A tutela militar sobre a sociedade civil sempre foi um componente presente na história do Brasil. Iniciou-se em 15 de novembro de 1889 com o golpe político-militar que proclamou a República, quando os militares depuseram e expulsaram do País um dos mais honrados e sábios governantes que tivemos – Dom Pedro II.
A partir daí, os militares sempre estiveram convictos de que tinham herdado do Imperador o poder moderador, o qual lhes permitia a tutela sobre a sociedade, a política e as instituições. Esse pensamento, infelizmente, está arraigado na nossa formação social, econômica, cultural e política, em detrimento de uma formação democrática. Jamais se fez o menor esforço para a inclusão do povo na democracia, pelo que ele nunca teve condições para defender as suas liberdades individuais, civis, sociais e políticas.
Não se trata de uma questão pontual, restrita ao governo Bolsonaro. É algo permanente. A interferência militar na política se apresenta como um dos maiores problemas históricos da república e da democracia brasileira.
Nenhuma democracia sobrevive ao ativismo político dos militares. É importante observar o ensinamento universal e atemporal: chefias de Estado, ou enquadram os que são responsáveis pelo uso dos aparatos de força ou serão por eles enquadrados.
A partir da derrocada da ditadura, quando o povo manifestou seu repúdio ao governo militar, os membros das Forças Armadas perseguiram o objetivo de chegar novamente ao comando do País, via eleições.
Beneficiaram-se e se fortaleceram com a degradação da classe política. Ao que tudo indica, o objetivo parece ser poderem se apresentar como os únicos competentes e incorruptíveis, os “restauradores da ordem”, o que está longe da verdade.
Alcançaram o anseio de chegar novamente ao poder apoiando massivamente Bolsonaro na eleição de 2018. Uma situação incompreensível, vez que Bolsonaro foi expulso do Exército, sempre foi um político medíocre e era, ele e sua família, envolvido com as milícias. E isso os militares sabiam. Ou o sistema de inteligência deles é muito incompetente.
Bolsonaro montou o governo mais militarizado da nossa história. Nem no período da ditadura tivemos tantos militares, da ativa e da reserva, exercendo cargos no governo federal. Em 2021, o Tribunal de Contas da União registrou 6.175 militares ocupando cargos no governo federal.
E o que de bom fizeram?

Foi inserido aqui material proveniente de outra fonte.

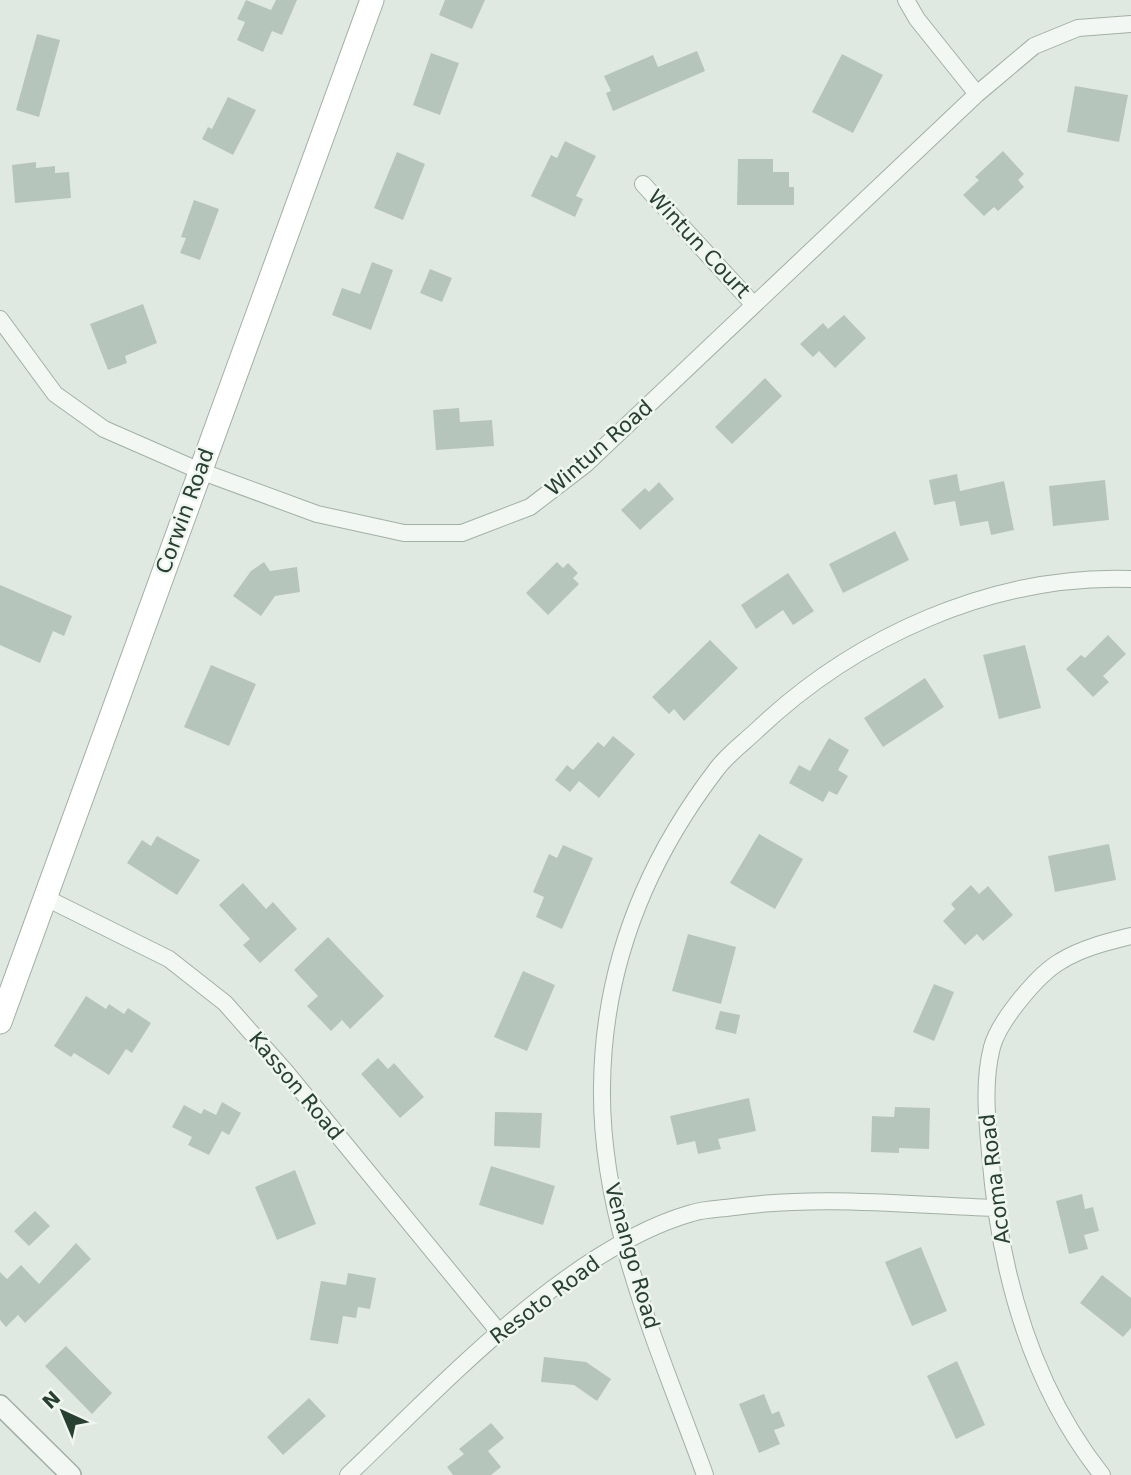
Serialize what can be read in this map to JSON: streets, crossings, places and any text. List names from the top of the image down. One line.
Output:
{"streets":{"main road":["Corwin Road"],"street":["Wintun Court","Wintun Road","Kasson Road","Acoma Road","Venango Road","Resoto Road"]},"crossings":[["Wintun Court","Wintun Road"],["Wintun Road","Corwin Road"],["Corwin Road","Kasson Road"],["Kasson Road","Resoto Road"],["Acoma Road","Resoto Road"],["Venango Road","Resoto Road"]],"north":"top left"}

Contribuíram para que o governo Bolsonaro fosse avaliado como o pior e mais corrupto da história do Brasil. Tanto é verdade que, apesar de todos os recursos financeiros (orçamento secreto), materiais e humanos do Estado colocados nas mãos dos seus apoiadores a serviço de sua reeleição, não conseguiu o seu objetivo. Afinal, Deus demonstrou que é brasileiro, pois o Brasil não resistiria a mais um ciclo de quatro anos com Bolsonaro.
O aumento da corrupção na gestão Bolsonaro foi constatado por várias instituições, como Transparência Internacional, Organized Crime and Corruption Reporting Project e Banco Mundial, que apontaram o desmonte da estrutura legal de combate à corrupção como a principal causa.
Inconformados com a derrota, os militares fomentaram os atos antidemocráticos que culminaram na invasão e vandalismo das sedes dos Três Poderes da República. Queriam, sem dúvida, que o caos resultasse no golpe final contra a democracia.
O presidente Lula, após os atos golpistas de 8 de janeiro, agiu corretamente ao não convocar os militares para contornar a situação, demonstrando que não tinha mais confiança neles; ao designar um civil como interventor da Segurança Pública do Distrito Federal; ao declarar que as Forças Armadas não são um poder moderador; e ao trocar o comandante do Exército.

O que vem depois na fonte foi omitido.